» **Exercise**: When a line of the material has the word "white" in it, copy that line.

» **Task input**:
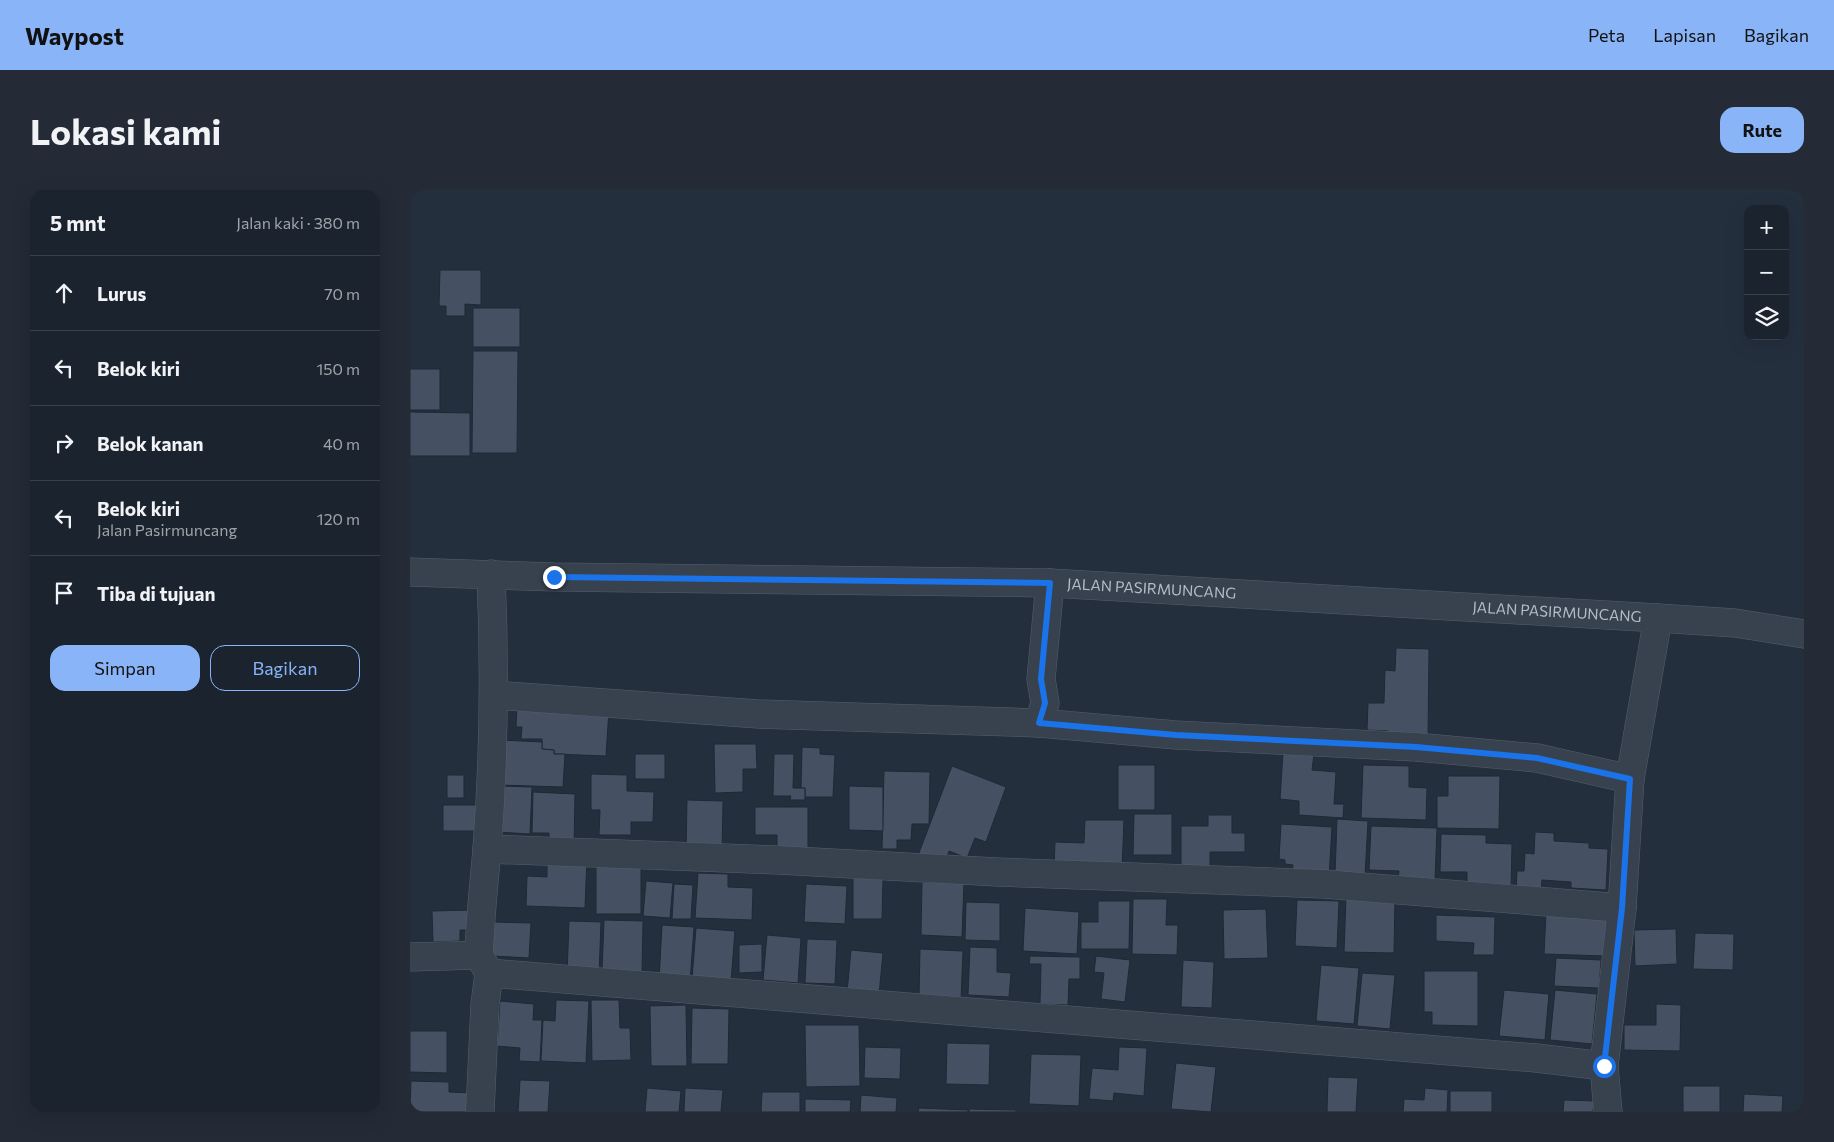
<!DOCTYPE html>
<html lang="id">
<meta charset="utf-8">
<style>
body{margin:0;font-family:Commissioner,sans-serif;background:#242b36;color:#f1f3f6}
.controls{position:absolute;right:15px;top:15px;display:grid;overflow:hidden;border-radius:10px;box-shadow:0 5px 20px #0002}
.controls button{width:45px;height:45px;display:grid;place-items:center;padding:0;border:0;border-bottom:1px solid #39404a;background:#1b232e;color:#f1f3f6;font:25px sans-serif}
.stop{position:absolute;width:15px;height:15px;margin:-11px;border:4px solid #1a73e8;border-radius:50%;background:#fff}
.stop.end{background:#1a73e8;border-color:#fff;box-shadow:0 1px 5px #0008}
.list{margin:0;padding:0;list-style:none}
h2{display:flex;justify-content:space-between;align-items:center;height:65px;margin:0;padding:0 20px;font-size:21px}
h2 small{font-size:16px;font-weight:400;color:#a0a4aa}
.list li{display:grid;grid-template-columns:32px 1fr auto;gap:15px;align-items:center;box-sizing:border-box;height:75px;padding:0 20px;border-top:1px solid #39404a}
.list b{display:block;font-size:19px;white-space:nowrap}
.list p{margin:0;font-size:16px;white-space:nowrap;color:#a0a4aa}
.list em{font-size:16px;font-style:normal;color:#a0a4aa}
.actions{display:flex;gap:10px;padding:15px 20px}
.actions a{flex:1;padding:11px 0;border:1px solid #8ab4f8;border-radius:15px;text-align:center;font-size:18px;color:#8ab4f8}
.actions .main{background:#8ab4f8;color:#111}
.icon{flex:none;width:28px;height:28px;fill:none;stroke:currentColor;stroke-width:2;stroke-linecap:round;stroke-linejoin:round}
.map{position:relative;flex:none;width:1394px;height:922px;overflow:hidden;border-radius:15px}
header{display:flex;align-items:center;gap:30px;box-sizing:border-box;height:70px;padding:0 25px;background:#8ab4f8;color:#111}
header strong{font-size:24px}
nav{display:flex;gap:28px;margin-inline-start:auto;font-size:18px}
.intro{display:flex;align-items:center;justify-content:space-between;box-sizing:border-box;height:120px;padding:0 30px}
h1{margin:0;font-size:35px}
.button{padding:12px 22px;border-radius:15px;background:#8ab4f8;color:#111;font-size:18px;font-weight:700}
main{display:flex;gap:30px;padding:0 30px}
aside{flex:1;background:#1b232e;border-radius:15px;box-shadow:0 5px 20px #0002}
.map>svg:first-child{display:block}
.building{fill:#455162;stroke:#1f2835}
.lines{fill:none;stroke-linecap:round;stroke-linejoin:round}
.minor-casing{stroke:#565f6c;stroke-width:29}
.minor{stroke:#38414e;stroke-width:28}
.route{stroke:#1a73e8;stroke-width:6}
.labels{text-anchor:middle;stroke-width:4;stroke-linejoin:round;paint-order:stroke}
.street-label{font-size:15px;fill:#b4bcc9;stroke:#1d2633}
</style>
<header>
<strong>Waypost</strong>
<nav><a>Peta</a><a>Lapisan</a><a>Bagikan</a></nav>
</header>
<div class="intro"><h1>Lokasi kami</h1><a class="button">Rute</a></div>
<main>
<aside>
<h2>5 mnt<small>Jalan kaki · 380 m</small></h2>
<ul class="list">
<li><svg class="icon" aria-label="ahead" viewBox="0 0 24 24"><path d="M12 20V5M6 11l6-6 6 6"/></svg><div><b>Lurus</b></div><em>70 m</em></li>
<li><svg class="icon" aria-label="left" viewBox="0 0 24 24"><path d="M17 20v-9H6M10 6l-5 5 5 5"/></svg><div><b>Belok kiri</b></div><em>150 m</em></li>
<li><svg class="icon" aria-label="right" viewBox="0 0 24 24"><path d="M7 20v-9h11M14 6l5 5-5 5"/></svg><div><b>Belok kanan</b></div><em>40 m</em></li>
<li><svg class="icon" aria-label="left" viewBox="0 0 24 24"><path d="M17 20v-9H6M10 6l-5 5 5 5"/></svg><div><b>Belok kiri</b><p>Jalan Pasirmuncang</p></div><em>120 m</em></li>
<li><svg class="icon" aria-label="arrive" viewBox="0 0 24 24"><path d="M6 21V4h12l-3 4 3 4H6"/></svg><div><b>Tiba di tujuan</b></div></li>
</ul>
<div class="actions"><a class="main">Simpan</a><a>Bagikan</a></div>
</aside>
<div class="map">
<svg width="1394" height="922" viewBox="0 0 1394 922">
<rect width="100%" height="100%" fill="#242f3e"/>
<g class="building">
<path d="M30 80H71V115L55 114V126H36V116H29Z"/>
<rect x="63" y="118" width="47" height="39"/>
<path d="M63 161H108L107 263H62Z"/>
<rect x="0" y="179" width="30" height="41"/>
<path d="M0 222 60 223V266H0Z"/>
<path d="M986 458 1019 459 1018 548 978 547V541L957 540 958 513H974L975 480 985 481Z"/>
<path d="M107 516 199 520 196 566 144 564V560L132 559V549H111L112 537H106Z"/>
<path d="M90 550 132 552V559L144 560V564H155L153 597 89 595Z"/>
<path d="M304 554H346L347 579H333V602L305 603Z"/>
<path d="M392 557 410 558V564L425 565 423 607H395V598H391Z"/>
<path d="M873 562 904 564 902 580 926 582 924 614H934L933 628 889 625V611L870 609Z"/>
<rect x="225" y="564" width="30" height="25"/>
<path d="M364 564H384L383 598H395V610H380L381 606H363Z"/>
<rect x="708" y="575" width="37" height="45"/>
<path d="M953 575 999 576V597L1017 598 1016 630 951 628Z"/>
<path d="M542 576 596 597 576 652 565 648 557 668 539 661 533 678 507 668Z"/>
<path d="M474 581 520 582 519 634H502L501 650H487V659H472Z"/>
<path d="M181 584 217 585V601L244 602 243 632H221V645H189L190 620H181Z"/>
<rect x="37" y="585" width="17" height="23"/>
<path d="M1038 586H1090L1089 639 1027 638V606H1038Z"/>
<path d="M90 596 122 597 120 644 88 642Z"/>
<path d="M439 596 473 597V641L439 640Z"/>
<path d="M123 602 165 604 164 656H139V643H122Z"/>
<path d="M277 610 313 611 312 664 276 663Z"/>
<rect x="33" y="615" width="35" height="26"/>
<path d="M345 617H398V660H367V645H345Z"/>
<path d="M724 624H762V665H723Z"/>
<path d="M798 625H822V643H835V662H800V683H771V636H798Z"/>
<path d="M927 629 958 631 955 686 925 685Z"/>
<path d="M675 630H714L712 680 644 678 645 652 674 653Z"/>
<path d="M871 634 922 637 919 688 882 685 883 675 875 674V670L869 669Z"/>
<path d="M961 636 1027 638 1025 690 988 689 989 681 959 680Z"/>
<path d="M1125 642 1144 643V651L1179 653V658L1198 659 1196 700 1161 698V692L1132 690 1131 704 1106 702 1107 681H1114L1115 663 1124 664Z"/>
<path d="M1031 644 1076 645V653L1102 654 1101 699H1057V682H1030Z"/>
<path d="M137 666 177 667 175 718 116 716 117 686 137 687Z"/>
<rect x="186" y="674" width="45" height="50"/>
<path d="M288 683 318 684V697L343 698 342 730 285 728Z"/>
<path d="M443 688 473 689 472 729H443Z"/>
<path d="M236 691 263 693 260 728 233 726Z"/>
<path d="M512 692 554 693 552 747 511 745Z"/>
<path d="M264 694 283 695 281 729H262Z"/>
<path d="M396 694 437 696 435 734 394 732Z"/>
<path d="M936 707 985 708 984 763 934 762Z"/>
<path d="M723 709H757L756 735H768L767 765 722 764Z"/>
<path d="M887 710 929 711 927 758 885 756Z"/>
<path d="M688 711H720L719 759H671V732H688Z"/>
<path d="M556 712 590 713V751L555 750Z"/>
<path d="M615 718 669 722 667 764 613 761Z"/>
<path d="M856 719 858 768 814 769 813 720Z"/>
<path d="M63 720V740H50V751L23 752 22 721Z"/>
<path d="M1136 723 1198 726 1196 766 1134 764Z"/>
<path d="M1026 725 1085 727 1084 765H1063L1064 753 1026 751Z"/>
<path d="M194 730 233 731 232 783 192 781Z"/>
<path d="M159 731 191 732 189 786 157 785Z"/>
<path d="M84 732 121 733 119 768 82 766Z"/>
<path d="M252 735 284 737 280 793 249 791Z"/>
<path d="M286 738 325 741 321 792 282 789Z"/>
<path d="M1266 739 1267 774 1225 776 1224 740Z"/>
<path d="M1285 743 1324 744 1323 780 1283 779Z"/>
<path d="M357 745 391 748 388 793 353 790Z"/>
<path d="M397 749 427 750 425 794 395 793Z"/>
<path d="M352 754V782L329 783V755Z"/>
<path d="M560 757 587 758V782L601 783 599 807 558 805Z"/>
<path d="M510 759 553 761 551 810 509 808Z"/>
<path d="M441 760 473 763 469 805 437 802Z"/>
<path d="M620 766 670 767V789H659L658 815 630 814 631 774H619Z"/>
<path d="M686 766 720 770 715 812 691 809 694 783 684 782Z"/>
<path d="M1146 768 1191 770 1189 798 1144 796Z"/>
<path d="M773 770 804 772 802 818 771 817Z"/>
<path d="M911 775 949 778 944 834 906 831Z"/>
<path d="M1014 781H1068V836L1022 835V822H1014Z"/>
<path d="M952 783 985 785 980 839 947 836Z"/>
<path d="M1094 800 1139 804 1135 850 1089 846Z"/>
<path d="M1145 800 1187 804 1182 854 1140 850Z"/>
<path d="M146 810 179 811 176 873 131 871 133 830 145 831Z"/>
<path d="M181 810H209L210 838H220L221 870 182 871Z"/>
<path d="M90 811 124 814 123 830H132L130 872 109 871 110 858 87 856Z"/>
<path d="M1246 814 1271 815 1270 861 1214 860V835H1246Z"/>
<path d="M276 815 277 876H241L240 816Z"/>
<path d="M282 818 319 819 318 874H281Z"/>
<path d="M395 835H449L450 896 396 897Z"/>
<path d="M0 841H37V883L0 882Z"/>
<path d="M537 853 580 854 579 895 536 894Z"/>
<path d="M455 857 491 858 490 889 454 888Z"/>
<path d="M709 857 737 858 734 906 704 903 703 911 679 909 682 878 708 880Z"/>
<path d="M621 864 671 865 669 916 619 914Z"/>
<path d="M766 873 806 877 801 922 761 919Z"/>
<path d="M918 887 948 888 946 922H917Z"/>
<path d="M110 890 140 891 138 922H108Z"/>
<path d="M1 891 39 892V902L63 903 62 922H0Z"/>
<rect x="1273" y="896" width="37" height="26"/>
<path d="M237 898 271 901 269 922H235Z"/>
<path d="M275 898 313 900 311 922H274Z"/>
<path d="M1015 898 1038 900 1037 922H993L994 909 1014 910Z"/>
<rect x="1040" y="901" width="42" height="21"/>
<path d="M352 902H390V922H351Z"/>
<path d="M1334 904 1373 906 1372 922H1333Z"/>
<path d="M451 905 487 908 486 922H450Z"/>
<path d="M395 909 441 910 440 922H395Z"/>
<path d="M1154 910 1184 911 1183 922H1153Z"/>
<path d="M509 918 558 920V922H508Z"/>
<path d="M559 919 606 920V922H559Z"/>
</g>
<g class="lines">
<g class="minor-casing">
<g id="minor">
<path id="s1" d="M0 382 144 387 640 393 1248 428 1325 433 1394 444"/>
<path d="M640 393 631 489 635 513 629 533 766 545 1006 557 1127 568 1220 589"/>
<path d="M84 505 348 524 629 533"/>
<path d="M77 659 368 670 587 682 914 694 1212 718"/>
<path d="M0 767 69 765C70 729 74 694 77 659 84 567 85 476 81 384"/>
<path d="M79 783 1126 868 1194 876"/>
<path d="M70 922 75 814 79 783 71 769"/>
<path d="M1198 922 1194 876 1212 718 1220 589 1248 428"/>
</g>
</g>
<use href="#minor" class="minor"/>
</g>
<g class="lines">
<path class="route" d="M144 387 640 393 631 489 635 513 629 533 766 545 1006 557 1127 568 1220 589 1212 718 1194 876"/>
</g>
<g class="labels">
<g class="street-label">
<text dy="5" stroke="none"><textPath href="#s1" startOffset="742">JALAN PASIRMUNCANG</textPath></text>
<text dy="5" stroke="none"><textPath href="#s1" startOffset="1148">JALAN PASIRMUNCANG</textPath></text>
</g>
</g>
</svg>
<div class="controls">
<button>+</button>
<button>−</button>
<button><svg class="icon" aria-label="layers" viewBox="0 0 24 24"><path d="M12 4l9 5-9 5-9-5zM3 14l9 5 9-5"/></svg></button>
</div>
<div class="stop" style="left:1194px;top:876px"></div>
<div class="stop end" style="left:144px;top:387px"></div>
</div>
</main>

» **Finished task**:
.list b{display:block;font-size:19px;white-space:nowrap}
.list p{margin:0;font-size:16px;white-space:nowrap;color:#a0a4aa}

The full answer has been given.